= Green coffee extract =

Extract of unroasted coffee beans

Green coffee extract is an extract of unroasted, green coffee beans. It is used in the Swiss water process for decaffeinating coffee. It has also been used as a weight-loss supplement and as an ingredient in other weight-loss products, although there is insufficient clinical evidence that it is effective or safe for such uses. In 2014, one of the primary trials showing benefit was retracted and the company that sponsored the study, Applied Food Sciences, was fined by the Federal Trade Commission for making baseless weight-loss claims using the flawed study. Green coffee extract can also be prepared as an infusion from green coffee beans.

==Research==
A 2011 review found tentative evidence that green coffee extract promotes weight loss; however, the quality of the evidence was poor. A larger 2017 review assessed the effects of chlorogenic acid, the main phenolic compound in green coffee extract, determining that human studies to date were of poor quality and that no conclusions could be drawn from them.

==History==
In April and September 2012, The Dr. Oz Show featured green coffee extract, and conducted its own non-scientific study as to its efficacy. The guest on that show, Lindsey Duncan, had been fined $9 million by the Federal Trade Commission for making deceptive and unsubstantiated claims related to green coffee products promoted on The Dr. Oz Show.

==Controversy==
Fortune magazine reported in June 2014 that the benefits of consuming green coffee bean extract had been largely disproved by studies to date, and that green coffee extract has been the subject of Federal Trade Commission action against a Florida company and the subject of Senate hearings against misleading advertising for weight loss products.

In May 2014, the Federal Trade Commission (FTC) charged the Florida-based manufacturers of a product called Pure Green Coffee with deceiving consumers with false weight loss claims. The FTC said that reliance on the Vinson study was deceptive since serious methodological flaws render its results unreliable.

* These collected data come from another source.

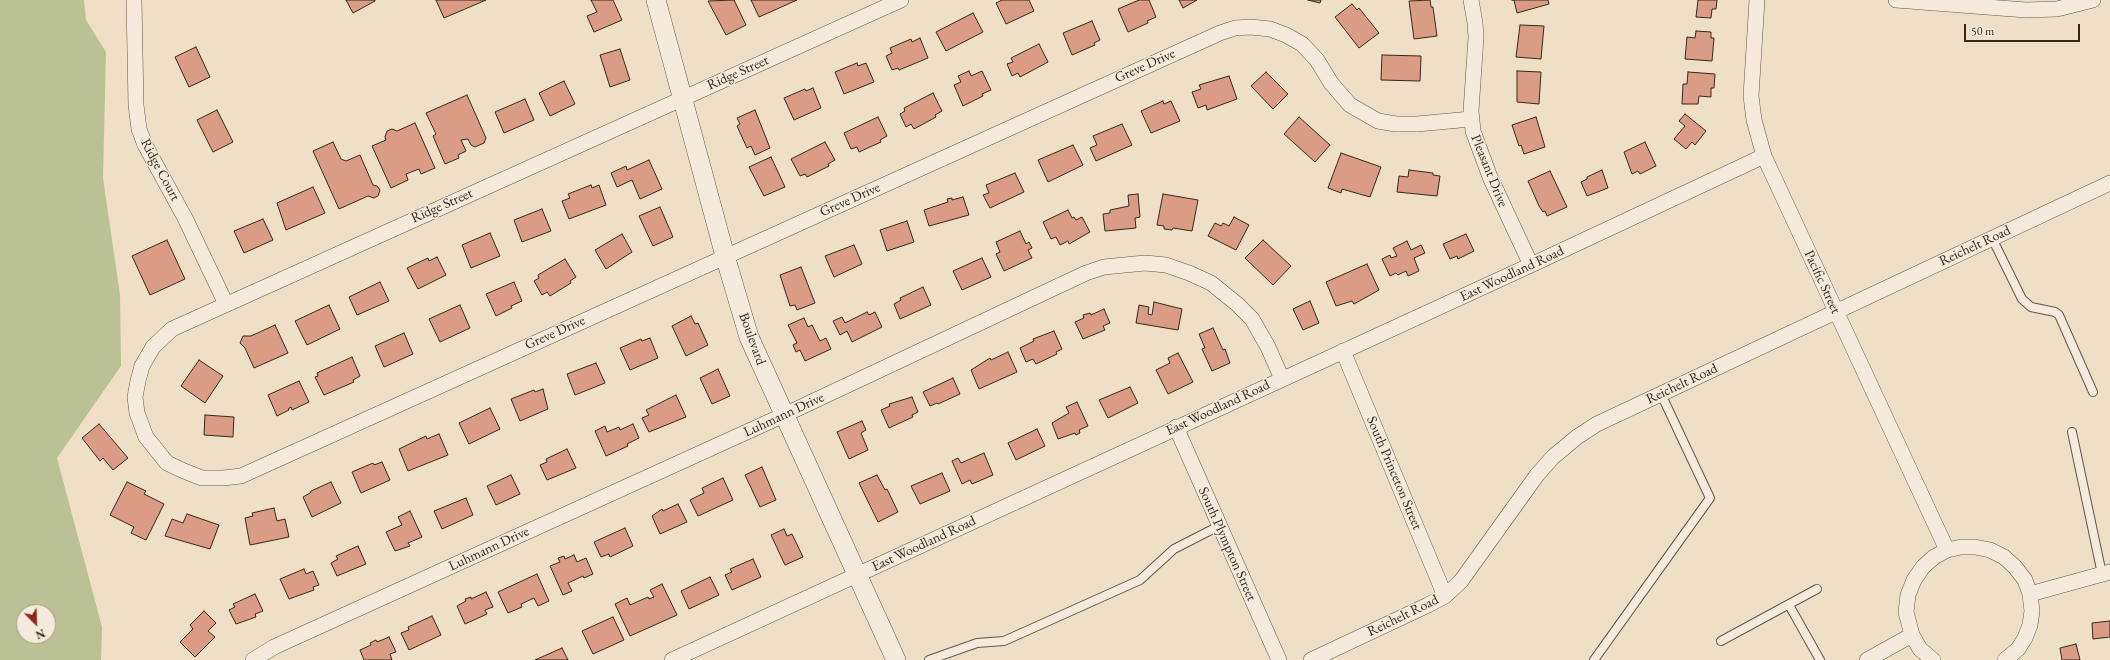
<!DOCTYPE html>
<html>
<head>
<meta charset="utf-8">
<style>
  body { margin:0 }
  #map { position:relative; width:2110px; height:660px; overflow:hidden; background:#efdfc7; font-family:"EB Garamond",serif }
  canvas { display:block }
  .north { position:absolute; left:16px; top:604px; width:40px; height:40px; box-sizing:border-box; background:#f5eadb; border:1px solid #a89c8e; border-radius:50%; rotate:157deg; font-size:11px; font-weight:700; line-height:16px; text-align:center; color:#35281b }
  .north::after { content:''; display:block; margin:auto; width:14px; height:18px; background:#8f2418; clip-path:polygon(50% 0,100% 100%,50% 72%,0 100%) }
  .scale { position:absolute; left:1964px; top:24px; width:116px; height:18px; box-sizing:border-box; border:2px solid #35281b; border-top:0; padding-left:5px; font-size:12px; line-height:14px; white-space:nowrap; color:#35281b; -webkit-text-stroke:3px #f5eadb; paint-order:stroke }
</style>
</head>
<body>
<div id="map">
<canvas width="2110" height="660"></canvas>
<div class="north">N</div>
<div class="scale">50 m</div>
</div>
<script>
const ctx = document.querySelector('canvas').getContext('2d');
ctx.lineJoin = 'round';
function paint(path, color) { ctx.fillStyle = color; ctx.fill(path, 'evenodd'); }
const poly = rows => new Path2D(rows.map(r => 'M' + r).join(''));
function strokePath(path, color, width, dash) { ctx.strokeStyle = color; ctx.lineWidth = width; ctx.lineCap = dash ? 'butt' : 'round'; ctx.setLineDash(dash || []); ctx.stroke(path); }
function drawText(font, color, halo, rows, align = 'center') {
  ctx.font = font + ' "EB Garamond",serif'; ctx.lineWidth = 3; ctx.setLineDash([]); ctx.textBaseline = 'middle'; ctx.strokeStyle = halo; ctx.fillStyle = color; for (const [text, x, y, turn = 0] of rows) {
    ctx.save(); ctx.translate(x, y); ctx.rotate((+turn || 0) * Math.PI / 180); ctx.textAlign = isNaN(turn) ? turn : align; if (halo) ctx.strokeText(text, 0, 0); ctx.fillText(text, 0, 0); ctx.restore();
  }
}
const green = poly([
  [0,0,84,0,86,20,106,52,103,178,120,295,121,366,57,458,102,627,101,660,0,660],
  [24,612,48,612,48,636,24,636]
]);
const building = poly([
  [346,0,375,0,375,1,353,13,346,0],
  [436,0,486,0,444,18,436,0],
  [591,0,613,0,622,20,594,32,587,16,597,12,591,0],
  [734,0,746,25,726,35,708,1,734,0],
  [751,0,797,0,759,17,751,0],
  [1002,0,1029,0,1034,11,1006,24,996,3,1002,0],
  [1139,0,1149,0,1156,17,1147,21,1148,23,1128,32,1118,9,1139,0],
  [1179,0,1197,0,1183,8,1179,0],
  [1308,0,1321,0,1320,3,1308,0],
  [1430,0,1431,7,1433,7,1437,36,1414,39,1409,1,1430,0],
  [1512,0,1548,0,1549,4,1517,13,1514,0,1512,0],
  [1698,0,1717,0,1716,9,1712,9,1711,18,1696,17,1698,0],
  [1352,4,1357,10,1359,8,1379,33,1359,48,1335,17,1352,4],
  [973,13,983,32,946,51,936,32,973,13],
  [1092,21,1100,40,1094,43,1095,45,1072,55,1063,33,1092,21],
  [1520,25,1544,26,1541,59,1516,57,1520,25],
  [1696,31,1711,32,1711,38,1714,38,1712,61,1685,59,1687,37,1695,38,1696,31],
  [920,38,928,58,899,70,898,68,892,70,886,56,892,53,890,48,911,39,912,42,920,38],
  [1039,44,1048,62,1020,77,1018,73,1012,76,1007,64,1013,62,1011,58,1039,44],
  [196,47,210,77,189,87,175,57,196,47],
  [620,49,630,80,610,87,600,55,620,49],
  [1382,55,1421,56,1420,81,1381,80,1382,55],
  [857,63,858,66,866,63,874,82,844,94,835,72,857,63],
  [969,71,971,76,982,71,991,90,982,94,983,96,963,106,954,85,961,82,958,76,969,71],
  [1517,71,1541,72,1539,104,1517,102,1517,71],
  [1266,72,1288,94,1273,109,1251,86,1266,72],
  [1688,72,1715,74,1714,88,1711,88,1711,97,1699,96,1698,104,1682,104,1683,84,1687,84,1688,72],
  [1229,76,1237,99,1207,110,1206,105,1198,108,1192,92,1201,89,1199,85,1229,76],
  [564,81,575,104,550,116,539,93,564,81],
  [813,88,821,108,794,120,784,98,805,89,806,91,813,88],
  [933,93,942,111,935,115,936,117,914,129,911,124,906,127,900,114,905,111,904,108,933,93],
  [467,95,486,138,484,143,475,147,471,145,468,139,461,140,466,151,458,155,459,158,445,164,433,136,436,134,426,113,467,95],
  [525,99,534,120,504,133,495,112,525,99],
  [1163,101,1164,104,1171,101,1180,121,1151,133,1141,111,1163,101],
  [217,110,233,142,213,152,197,120,217,110],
  [755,110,770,148,755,155,751,146,747,148,737,126,740,124,737,118,755,110],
  [1685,114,1706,131,1695,145,1692,142,1686,149,1674,139,1685,126,1679,121,1685,114],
  [878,117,887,136,880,140,881,142,859,152,857,147,851,149,844,133,878,117],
  [1299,117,1330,145,1315,162,1284,134,1299,117],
  [1536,117,1545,147,1524,154,1521,145,1519,146,1512,125,1536,117],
  [415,123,435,168,421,174,419,169,406,174,408,180,391,188,372,146,386,140,385,137,387,131,392,129,397,131,415,123],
  [1122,124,1132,145,1096,161,1090,148,1097,145,1093,136,1122,124],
  [333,142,341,159,346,161,360,155,373,185,377,186,380,190,378,196,374,198,368,196,339,209,313,151,333,142],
  [825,142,835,160,828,164,829,166,807,177,805,174,800,176,791,159,825,142],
  [1645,142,1656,166,1640,174,1638,171,1632,174,1624,152,1645,142],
  [1073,145,1083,165,1048,182,1038,160,1073,145],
  [1341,153,1381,167,1370,197,1342,189,1341,193,1328,188,1341,153],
  [771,157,785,187,764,196,749,167,771,157],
  [649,160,662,189,640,199,632,180,617,187,611,173,626,166,627,170,649,160],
  [1409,170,1433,173,1433,175,1440,176,1437,196,1397,192,1399,176,1408,177,1409,170],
  [1602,170,1608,188,1587,196,1581,182,1587,179,1587,177,1602,170],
  [1550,171,1567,207,1547,216,1545,211,1543,212,1539,206,1528,181,1550,171],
  [1015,173,1024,192,990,208,983,195,989,193,986,185,1015,173],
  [591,185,592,188,599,185,606,205,569,219,562,201,570,198,568,194,591,185],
  [313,187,325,213,286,230,277,203,313,187],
  [1138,194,1140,217,1135,218,1136,228,1105,231,1103,214,1110,213,1110,210,1129,206,1128,195,1138,194],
  [1163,194,1198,200,1192,231,1173,228,1172,230,1164,229,1164,226,1157,225,1163,194],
  [963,197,969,215,929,226,924,210,948,202,947,199,952,198,952,200,963,197],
  [660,207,673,237,653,246,639,216,660,207],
  [542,209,551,231,522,242,514,220,542,209],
  [1068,210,1072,218,1074,217,1076,220,1082,217,1090,232,1069,244,1068,241,1060,245,1056,237,1051,239,1043,222,1068,210],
  [1234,217,1249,225,1236,250,1208,236,1215,223,1221,226,1223,223,1229,226,1234,217],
  [263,219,273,240,244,253,234,231,263,219],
  [907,221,914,242,887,251,880,230,907,221],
  [1020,231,1026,244,1029,242,1032,248,1028,250,1032,258,1004,271,996,254,1000,252,996,242,1020,231],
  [490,233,500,256,471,268,462,245,490,233],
  [622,234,632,252,606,269,595,250,622,234],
  [1466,234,1474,251,1458,259,1457,256,1450,259,1443,244,1466,234],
  [167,240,185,279,150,295,132,256,167,240],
  [1263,240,1291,266,1273,285,1245,258,1263,240],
  [1407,241,1411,250,1421,245,1425,253,1414,258,1419,271,1408,276,1406,271,1398,275,1396,273,1390,276,1382,259,1390,255,1391,258,1397,256,1393,248,1407,241],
  [854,245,862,264,834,277,825,256,854,245],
  [437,257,446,275,418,289,407,268,428,258,429,261,437,257],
  [982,258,991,277,962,290,953,271,982,258],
  [565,259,576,277,570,281,571,283,550,296,547,292,542,295,534,281,539,278,538,275,565,259],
  [1367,264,1379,290,1354,304,1352,301,1336,306,1326,282,1367,264],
  [801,267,815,303,797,310,795,305,790,306,780,275,801,267],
  [380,282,389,301,357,315,349,297,380,282],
  [514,282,522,301,511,306,512,308,496,316,486,294,514,282],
  [923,287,931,305,900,319,894,304,901,300,900,298,923,287],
  [1310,301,1319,323,1303,330,1293,309,1310,301],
  [1154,302,1182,309,1178,330,1136,323,1139,305,1149,307,1148,314,1152,315,1154,302],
  [329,305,340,329,307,345,295,321,329,305],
  [460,305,470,328,440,342,429,319,460,305],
  [1104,309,1110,323,1103,326,1105,330,1083,339,1075,322,1084,318,1083,315,1090,313,1091,315,1104,309],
  [867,312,869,315,875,312,882,327,852,342,847,331,840,335,833,321,842,317,845,323,867,312],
  [691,316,695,324,698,323,708,345,686,356,672,326,691,316],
  [804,318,808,327,812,325,820,341,826,338,831,349,805,361,800,350,796,352,793,345,797,343,788,325,804,318],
  [275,325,288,353,254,368,245,348,240,343,243,336,251,336,275,325],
  [1213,328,1223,350,1225,349,1230,363,1212,371,1202,349,1205,348,1199,334,1213,328],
  [1054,331,1062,349,1056,352,1057,354,1036,364,1033,359,1026,362,1020,348,1034,341,1033,339,1054,331],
  [404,333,413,354,384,367,375,346,404,333],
  [650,338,658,358,630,370,620,348,641,339,642,341,650,338],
  [1008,352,1017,372,979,389,971,370,990,358,991,360,1008,352],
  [1178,353,1193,382,1168,394,1156,370,1170,363,1168,358,1178,353],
  [352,357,360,376,353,380,354,382,324,395,315,377,318,376,317,373,352,357],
  [199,360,223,376,205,403,181,386,199,360],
  [596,363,605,383,575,395,567,374,596,363],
  [718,369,730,396,712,404,700,378,718,369],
  [953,378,960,394,938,404,937,403,930,406,923,392,953,378],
  [299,381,309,402,292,410,291,407,288,409,289,410,277,416,268,395,299,381],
  [1130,387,1138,403,1108,418,1099,400,1130,387],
  [543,389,548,409,520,421,511,399,534,390,535,392,543,389],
  [676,395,686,417,649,432,642,418,649,415,646,410,676,395],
  [912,397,918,412,912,415,913,417,889,428,881,410,890,406,889,404,912,397],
  [1077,402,1088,426,1079,430,1080,433,1076,435,1075,433,1058,439,1052,423,1069,413,1066,407,1077,402],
  [490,408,500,429,469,444,459,423,490,408],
  [205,415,234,417,233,437,204,435,205,415],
  [862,421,866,430,861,433,868,450,849,459,837,432,862,421],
  [99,424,128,458,113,470,103,458,100,461,82,438,99,424],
  [633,424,639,438,627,444,628,446,606,456,595,431,605,426,607,432,619,427,620,430,633,424],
  [1037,429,1045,446,1016,460,1008,443,1037,429],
  [439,434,448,455,408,471,399,449,426,436,427,439,439,434],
  [567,449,576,468,547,480,540,465,547,462,546,459,567,449],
  [984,453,993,475,972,484,970,480,962,484,952,461,958,458,961,463,984,453],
  [382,462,390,480,361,493,352,472,373,463,374,465,382,462],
  [762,467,776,500,760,507,745,475,762,467],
  [942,473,950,491,920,504,911,486,942,473],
  [511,475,520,494,496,505,487,486,511,475],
  [877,475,885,490,887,489,898,512,878,522,859,483,877,475],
  [723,478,733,500,698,516,690,500,704,493,702,488,723,478],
  [127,482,146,491,144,494,164,504,146,540,131,533,134,527,110,515,127,482],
  [331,482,341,503,312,517,303,497,310,493,311,491,331,482],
  [466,498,473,515,442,529,434,511,466,498],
  [678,504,687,522,660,534,652,516,662,509,663,511,678,504],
  [274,508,277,521,285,519,289,537,250,545,245,518,253,516,252,513,274,508],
  [410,511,422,537,408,543,410,546,395,551,386,532,402,525,398,517,410,511],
  [187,514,219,525,210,549,165,536,172,519,183,523,187,514],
  [625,528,633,546,610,557,609,554,601,557,594,542,625,528],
  [784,529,787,536,792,534,803,557,785,565,771,535,784,529],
  [358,546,366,564,337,576,331,563,338,559,336,556,358,546],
  [574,555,577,562,586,558,593,574,584,578,583,576,568,583,572,591,563,595,550,566,560,562,558,558,564,556,565,559,574,555],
  [753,559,761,577,732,590,725,575,732,572,730,569,753,559],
  [304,569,306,574,313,571,319,585,313,587,314,590,289,599,280,579,304,569],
  [537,574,549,601,538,606,534,598,521,604,522,607,508,613,498,592,537,574],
  [710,577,719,595,689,609,681,591,710,577],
  [662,584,677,615,630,636,615,604,627,598,630,605,648,597,649,599,654,597,650,590,662,584],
  [486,592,493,607,485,610,487,614,465,624,457,606,466,601,465,599,471,597,471,599,486,592],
  [255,594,263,611,255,614,256,617,236,624,229,610,235,607,233,604,255,594],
  [204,611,216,623,208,631,215,637,195,657,180,642,193,629,190,625,204,611],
  [432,616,441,635,409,650,401,633,409,630,408,627,432,616],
  [613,617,624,640,593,654,582,631,613,617],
  [2110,621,2110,637,2093,639,2092,623,2110,621],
  [389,637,396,652,390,654,392,660,364,660,360,650,371,645,370,643,376,640,377,642,389,637],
  [2076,644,2080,660,2062,660,2060,648,2076,644],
  [562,648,568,660,535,660,562,648]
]);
const service = poly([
  [1992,238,2022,299,2031,307,2055,312,2059,315,2093,392],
  [2072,432,2102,574],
  [1789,605,1820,660],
  [1721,641,1817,589],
  [929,660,977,643,1004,641,1140,580,1174,549,1219,526],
  [1594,660,1710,498,1661,394]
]);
const minor = poly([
  [901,0,172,329,153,347,142,366,138,381,135,397,137,413,146,437,167,463,184,471,202,478,223,478,241,476,1220,33,1235,28,1251,27,1270,29,1286,35,1302,44,1317,60,1331,83,1350,105,1378,121,1396,124,1417,124,1471,119],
  [1471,0,1475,23,1476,37,1471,111,1473,131,1490,177,1531,265],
  [1757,0,1751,96,1754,120,1764,156,1947,550],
  [1896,0,2026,10,2057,9,2093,0],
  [134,1,136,105,139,129,145,145,185,218,226,304],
  [1343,351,1445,596],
  [1176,427,1279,660],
  [2030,594,2110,572],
  [253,660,274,647,784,415,1086,273,1104,267,1145,263,1166,265,1189,273,1211,283,1237,304,1252,319,1268,347,1282,379],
  [672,660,1531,265,1764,156],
  [1311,660,1428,605,1445,596,1461,581,1537,475,1553,457,1577,437,1597,424,2110,183],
  [1867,660,1912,635],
  [1933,660,1920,649,1912,635,1906,612,1908,595,1914,580,1923,567,1934,557,1947,550,1961,547,1975,547,1990,550,2004,557,2015,567,2025,580,2030,594,2032,611,2030,625,2025,638,2018,649,2005,660]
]);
const tertiary = poly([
  [656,0,725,256,749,337,896,660]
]);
const streetNames = [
  ["Greve Drive",1145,66,-24],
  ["Ridge Street",738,73,-24],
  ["Ridge Court",160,170,62],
  ["Pleasant Drive",1489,171,68],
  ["Greve Drive",850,200,-24],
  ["Ridge Street",442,206,-24],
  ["Reichelt Road",1975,246,-25],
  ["East Woodland Road",1512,274,-25],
  ["Pacific Street",1822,282,65],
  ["Greve Drive",555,333,-24],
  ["Boulevard",752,339,70],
  ["Reichelt Road",1682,384,-25],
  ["East Woodland Road",1218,408,-25],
  ["Luhmann Drive",784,415,-25],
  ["South Princeton Street",1394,473,67],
  ["East Woodland Road",924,544,-25],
  ["South Plympton Street",1227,544,66],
  ["Luhmann Drive",489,549,-25],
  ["Reichelt Road",1403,616,-26]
];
paint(green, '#bac195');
paint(building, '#db9c85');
strokePath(building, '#35281b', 1);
strokePath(service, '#645646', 10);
strokePath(minor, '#645646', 16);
strokePath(tertiary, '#645646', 20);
strokePath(service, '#f5eadb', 8);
strokePath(minor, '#f5eadb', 15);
strokePath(tertiary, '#f5eadb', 19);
drawText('14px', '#35281b', '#f5eadb', streetNames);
</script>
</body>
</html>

On June 17, 2014, the U.S. Senate subcommittee on Science, and Transportation Committee held hearings to discuss weight-loss products and consumer protection. During the hearings, green coffee extract was cited often as an example of a "phony" product sold to consumers. When Dr. Oz. defended his endorsement of green coffee extract and other weight loss products on his show, Senator Claire McCaskill stated that the "scientific community is almost monolithic against you in terms of the efficacy of the three products that you call miracles." During the hearing, Dr. Oz stated "I actually do personally believe in the items I talk about on the show. I passionately study them. I recognize they don't have the scientific muster to present as fact but nevertheless I would give my audience the advice I give my family all the time, and I have given my family these products. Specifically the ones you mentioned, then I'm comfortable with that part." He said he believes in them "as short-term crutches, and even has his family try them. But there's no long-term miracle pill out there without diet and exercise."